Monday, October 08, 2018

Haan's people


One of my favorite people of all time, the Rev. Bernard J. Haan, founding president of the college where I’ve taught for thirty years, was a remarkable man, one of those folks who could fill a room just be walking in.

A decade ago, when he was dying, my wife and I went to the hospital to see him. A book of mine had just come out, a book I’d dedicated to him, and I wanted to show him because I respected him greatly—in part, because he’d always respected me, even when a ton of folks didn’t. But that’s another story.

That day, he seemed almost cadaverous, his long face thin and gaunt; but when we came close to his bed, he looked up and recognized us, greeted us warmly.
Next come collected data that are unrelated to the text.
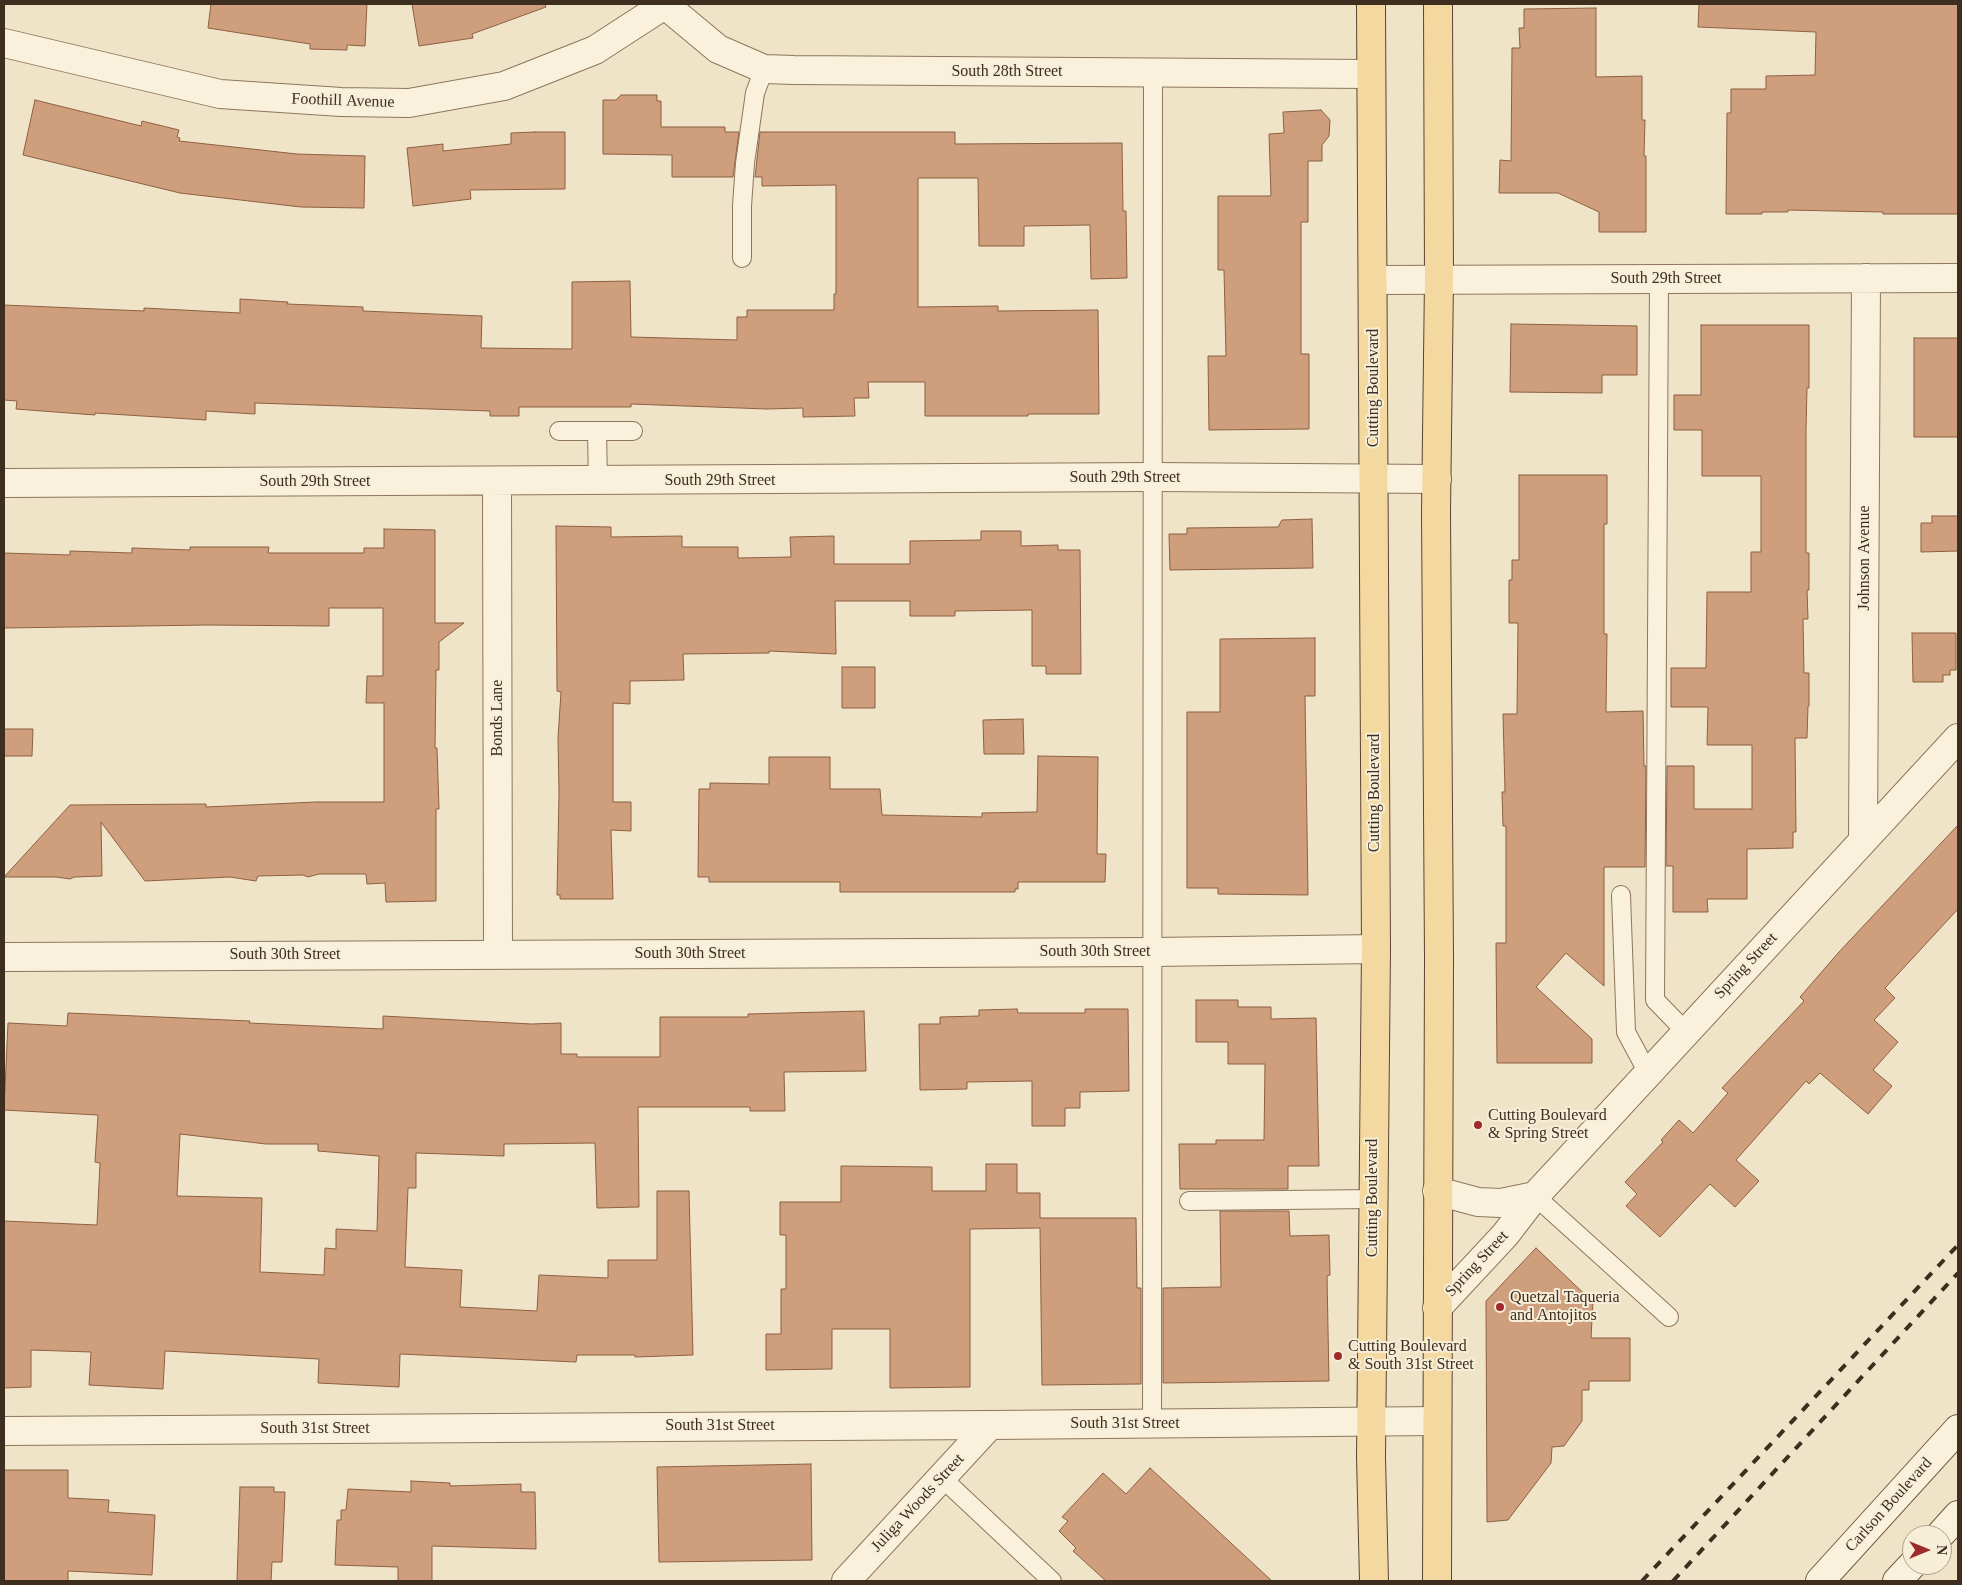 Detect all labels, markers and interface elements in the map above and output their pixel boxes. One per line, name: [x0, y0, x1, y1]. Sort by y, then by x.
street label: South 28th Street: [951, 62, 1063, 82]
street label: Foothill Avenue: [291, 90, 395, 112]
street label: South 29th Street: [1610, 269, 1722, 289]
street label: Cutting Boulevard: [1364, 329, 1384, 447]
street label: South 29th Street: [1069, 468, 1181, 488]
street label: South 29th Street: [664, 471, 776, 491]
street label: South 29th Street: [259, 472, 371, 492]
street label: Johnson Avenue: [1855, 505, 1875, 611]
street label: Bonds Lane: [488, 680, 508, 756]
street label: Cutting Boulevard: [1365, 734, 1385, 852]
street label: Spring Street: [1710, 929, 1782, 1003]
street label: South 30th Street: [1039, 942, 1151, 962]
street label: South 30th Street: [634, 944, 746, 964]
street label: South 30th Street: [229, 945, 341, 965]
place label: Cutting Boulevard & Spring Street: [1488, 1106, 1607, 1144]
marker: Cutting Boulevard & Spring Street: [1472, 1119, 1484, 1131]
street label: Cutting Boulevard: [1363, 1139, 1383, 1257]
street label: Spring Street: [1441, 1227, 1513, 1301]
place label: Quetzal Taqueria and Antojitos: [1510, 1288, 1619, 1326]
marker: Quetzal Taqueria and Antojitos: [1494, 1301, 1506, 1313]
place label: Cutting Boulevard & South 31st Street: [1348, 1337, 1474, 1375]
marker: Cutting Boulevard & South 31st Street: [1332, 1350, 1344, 1362]
street label: South 31st Street: [1070, 1414, 1180, 1434]
street label: South 31st Street: [665, 1416, 775, 1436]
street label: South 31st Street: [260, 1419, 370, 1439]
street label: Juliga Woods Street: [867, 1450, 969, 1556]
street label: Carlson Boulevard: [1842, 1454, 1936, 1556]
north arrow: [1902, 1525, 1952, 1575]
text: N: [1934, 1545, 1949, 1555]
His eyes blinked a bit when he looked up at the open book I held in front of him with my hands. I don’t know whether he could read the dedication or not, but I read them to him—“To B. J. Haan, who understands.”

“Oh, Jim,” he said, “that’s wonderful—that’s just wonderful.” Then his head fell back to the pillow a bit, as if simply to read was a strain. “You know,” he said, cutting a grin, “I’ll remember that as long as I live.”

And we laughed. 


 A thousand people have a thousand stories about B. J. Haan, but no one can tell that one but me.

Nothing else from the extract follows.